Sam, is there anyone you can call hun? You really dont need to hurt yourself. Would playing music and wearing earphones block him out? Could you call the crisis team for support? xx
I don't think there is, not anyone who could actually do something helpful as noone can come and be with me which is what i need.
I have the tv on in the background but i can't use headphones as i get paranoid someone is coming after me and i need to be able to hear everything.

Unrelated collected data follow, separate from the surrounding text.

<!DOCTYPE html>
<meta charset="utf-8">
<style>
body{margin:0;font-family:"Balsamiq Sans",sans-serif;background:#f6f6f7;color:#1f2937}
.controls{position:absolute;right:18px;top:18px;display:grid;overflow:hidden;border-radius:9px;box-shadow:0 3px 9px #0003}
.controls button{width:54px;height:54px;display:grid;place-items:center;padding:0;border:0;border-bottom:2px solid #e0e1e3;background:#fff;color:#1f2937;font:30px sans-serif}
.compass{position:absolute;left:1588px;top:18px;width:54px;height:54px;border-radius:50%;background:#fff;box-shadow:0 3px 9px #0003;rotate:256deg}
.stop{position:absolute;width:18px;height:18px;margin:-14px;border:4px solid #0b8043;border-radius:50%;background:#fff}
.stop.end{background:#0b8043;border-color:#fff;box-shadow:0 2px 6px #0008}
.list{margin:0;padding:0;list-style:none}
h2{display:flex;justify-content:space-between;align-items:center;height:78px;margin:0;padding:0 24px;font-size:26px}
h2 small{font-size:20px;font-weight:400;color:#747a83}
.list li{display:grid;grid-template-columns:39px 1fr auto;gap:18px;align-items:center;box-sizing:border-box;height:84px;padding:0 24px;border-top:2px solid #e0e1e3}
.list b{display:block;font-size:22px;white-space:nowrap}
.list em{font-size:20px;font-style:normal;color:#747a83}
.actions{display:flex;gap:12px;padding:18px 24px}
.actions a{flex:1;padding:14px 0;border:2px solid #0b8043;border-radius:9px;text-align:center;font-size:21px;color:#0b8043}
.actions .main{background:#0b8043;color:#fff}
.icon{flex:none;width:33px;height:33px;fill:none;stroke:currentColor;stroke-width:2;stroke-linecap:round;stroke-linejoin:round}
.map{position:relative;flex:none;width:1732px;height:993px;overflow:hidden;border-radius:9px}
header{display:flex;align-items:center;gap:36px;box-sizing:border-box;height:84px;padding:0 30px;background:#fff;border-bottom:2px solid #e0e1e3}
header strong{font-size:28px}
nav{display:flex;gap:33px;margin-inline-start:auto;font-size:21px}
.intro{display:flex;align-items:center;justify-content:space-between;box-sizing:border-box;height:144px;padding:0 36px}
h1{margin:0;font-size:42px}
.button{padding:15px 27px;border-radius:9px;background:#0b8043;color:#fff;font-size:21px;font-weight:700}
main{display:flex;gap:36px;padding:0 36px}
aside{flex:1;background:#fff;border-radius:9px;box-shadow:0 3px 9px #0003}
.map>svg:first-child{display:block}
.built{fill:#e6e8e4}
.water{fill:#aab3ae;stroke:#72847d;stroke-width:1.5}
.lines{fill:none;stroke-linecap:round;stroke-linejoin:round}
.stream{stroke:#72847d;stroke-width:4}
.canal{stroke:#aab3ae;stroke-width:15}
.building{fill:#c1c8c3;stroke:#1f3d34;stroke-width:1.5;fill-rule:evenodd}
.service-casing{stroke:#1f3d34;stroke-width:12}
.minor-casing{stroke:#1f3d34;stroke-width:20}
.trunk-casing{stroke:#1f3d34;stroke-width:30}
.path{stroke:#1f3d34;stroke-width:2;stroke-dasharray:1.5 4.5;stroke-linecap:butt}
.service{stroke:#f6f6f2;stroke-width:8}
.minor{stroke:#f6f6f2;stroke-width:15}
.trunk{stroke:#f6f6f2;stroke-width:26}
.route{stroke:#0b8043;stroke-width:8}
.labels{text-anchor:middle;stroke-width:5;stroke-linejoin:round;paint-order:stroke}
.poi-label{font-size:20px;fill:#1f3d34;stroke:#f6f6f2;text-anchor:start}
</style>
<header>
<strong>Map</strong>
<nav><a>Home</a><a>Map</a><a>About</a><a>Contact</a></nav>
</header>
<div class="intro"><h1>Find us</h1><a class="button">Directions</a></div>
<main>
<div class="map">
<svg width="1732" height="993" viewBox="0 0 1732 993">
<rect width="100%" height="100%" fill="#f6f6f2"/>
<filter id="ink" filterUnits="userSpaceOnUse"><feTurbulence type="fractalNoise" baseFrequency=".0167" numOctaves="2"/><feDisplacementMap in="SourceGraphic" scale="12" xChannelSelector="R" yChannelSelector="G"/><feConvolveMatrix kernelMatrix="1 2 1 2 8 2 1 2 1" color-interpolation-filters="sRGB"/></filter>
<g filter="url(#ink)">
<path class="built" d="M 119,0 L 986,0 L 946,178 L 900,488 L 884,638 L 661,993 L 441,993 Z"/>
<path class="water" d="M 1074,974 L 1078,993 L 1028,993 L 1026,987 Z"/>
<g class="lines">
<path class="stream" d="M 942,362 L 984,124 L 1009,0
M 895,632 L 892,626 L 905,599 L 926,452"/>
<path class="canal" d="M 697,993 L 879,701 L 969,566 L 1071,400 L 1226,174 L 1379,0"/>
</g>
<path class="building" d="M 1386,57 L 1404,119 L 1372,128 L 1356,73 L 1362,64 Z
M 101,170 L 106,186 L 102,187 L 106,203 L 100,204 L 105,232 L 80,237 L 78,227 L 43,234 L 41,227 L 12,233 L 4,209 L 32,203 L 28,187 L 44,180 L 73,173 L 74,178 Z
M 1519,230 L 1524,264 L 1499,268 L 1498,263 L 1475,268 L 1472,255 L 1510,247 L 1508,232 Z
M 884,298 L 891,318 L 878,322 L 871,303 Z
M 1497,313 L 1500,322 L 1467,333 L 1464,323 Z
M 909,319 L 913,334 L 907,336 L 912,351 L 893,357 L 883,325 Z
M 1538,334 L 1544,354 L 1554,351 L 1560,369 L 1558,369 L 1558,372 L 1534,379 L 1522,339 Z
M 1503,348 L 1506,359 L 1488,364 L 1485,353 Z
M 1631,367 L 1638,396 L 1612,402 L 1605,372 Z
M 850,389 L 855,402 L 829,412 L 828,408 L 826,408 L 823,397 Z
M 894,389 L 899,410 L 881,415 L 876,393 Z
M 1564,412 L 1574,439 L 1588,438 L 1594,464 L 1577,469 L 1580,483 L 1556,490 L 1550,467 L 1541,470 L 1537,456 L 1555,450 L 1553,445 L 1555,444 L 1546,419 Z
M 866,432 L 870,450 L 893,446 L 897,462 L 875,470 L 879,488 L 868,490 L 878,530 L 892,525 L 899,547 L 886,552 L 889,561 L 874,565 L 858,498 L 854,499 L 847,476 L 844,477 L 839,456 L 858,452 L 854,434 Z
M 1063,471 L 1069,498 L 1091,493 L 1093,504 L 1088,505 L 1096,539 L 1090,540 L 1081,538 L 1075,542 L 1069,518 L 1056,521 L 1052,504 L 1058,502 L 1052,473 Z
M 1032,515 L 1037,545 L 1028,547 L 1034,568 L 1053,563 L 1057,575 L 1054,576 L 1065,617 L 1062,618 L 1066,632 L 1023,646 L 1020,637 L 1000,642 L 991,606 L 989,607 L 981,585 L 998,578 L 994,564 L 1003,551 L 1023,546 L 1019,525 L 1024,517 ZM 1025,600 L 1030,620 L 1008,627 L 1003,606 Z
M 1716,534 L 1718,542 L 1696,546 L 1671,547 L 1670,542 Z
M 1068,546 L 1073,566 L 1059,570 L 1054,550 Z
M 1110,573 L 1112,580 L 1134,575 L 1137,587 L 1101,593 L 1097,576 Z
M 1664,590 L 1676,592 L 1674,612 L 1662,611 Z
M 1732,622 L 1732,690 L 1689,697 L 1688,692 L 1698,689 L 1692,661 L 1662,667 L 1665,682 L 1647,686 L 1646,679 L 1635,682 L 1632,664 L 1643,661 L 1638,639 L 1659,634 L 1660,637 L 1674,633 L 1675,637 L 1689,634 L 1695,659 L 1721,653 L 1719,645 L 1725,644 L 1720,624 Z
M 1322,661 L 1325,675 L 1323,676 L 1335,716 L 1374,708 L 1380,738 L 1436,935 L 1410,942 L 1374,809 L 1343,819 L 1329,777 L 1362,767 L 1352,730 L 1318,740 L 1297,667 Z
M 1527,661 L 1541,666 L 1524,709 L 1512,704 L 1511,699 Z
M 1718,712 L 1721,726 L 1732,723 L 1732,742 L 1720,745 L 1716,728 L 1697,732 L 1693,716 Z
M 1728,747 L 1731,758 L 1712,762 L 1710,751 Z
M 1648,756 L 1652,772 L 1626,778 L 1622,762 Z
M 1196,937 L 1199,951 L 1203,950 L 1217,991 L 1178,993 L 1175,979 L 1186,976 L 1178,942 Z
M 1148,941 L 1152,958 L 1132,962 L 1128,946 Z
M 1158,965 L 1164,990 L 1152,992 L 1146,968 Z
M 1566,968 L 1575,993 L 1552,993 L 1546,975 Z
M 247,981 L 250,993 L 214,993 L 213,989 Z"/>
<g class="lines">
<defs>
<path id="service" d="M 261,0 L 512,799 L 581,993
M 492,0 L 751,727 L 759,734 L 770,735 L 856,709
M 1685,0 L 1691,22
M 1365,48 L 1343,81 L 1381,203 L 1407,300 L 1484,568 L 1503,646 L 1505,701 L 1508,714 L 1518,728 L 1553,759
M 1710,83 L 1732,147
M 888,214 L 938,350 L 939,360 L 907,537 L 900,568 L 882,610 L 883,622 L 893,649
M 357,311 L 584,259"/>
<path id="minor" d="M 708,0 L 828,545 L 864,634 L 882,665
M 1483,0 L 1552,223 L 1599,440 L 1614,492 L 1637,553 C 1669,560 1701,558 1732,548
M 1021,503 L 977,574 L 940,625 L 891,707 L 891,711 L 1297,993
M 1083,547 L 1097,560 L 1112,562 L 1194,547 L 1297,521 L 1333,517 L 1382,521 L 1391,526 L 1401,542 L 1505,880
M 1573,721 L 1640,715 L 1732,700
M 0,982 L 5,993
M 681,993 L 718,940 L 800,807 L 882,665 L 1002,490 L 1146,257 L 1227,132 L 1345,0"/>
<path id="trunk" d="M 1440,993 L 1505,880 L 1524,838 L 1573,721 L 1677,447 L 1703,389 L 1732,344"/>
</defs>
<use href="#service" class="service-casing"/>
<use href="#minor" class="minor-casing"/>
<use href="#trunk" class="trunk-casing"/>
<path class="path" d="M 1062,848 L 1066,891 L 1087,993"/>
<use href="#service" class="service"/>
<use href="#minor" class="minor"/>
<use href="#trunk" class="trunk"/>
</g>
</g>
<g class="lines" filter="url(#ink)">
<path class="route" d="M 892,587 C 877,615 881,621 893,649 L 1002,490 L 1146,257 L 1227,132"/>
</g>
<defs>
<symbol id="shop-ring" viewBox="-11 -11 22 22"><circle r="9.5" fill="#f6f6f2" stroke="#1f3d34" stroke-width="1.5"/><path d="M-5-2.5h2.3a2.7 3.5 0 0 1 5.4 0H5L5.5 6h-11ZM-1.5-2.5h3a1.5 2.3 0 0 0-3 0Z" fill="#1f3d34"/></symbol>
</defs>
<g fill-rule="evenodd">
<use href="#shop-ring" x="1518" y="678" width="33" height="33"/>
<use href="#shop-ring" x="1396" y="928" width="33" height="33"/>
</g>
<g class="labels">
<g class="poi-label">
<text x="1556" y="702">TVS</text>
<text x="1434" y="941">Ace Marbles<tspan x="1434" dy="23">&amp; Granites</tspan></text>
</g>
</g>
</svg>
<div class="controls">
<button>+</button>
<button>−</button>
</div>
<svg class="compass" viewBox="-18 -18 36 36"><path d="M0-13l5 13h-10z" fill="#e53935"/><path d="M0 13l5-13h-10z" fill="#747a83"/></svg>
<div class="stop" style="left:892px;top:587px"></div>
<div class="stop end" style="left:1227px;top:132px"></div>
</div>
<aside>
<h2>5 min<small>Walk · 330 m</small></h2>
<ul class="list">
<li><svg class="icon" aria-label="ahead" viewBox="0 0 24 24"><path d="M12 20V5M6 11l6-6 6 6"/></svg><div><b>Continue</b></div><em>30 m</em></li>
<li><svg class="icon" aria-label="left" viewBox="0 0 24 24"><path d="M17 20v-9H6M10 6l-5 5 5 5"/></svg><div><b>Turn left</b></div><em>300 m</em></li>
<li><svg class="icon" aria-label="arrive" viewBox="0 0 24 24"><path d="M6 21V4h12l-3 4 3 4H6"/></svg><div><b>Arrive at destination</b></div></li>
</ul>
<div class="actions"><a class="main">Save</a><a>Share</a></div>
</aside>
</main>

I don't have a crisis team here. They were from my old area which i've moved out of. Plus i'm not really in crisis, i just feel awful and i want to self harm but thats not enough to need a professional.
I think when youre at home on your own its easier for these damaging thoughts to creep up on you...could you do something to keep your mind occupied...Im sure in the past you used to do arty crafty stuff..i may be wrong and if so, am sorry...but try to block out these thoughts by occupying your mind with other activities if you can xxx
im going to try and go to bed in a bit. even if i manage a few hours of sleep now once im in bed i dont get out (fear and stuff) so even if i wake up by 12 or 1 or whatever i wont move then so i'm safe, well from myself anyway.
I do do crafty stuff though yeah, i had planned on doing some before but it all went out of the window a little when i started freaking out.
Thank you. I'm in bed now. Everythif is just playing and playing in my mind. I wish it wasn't late. I could even just call for a normal chat so o know I'm not alone. I could try be normal. It's too late though. I'm in bed and I'm frightened. Frightened like a little child is of the dark. Of the monsters under the bed. Even milly is on high alert which is freaking me out more even though I know it's just the neighbours. It's quite scary.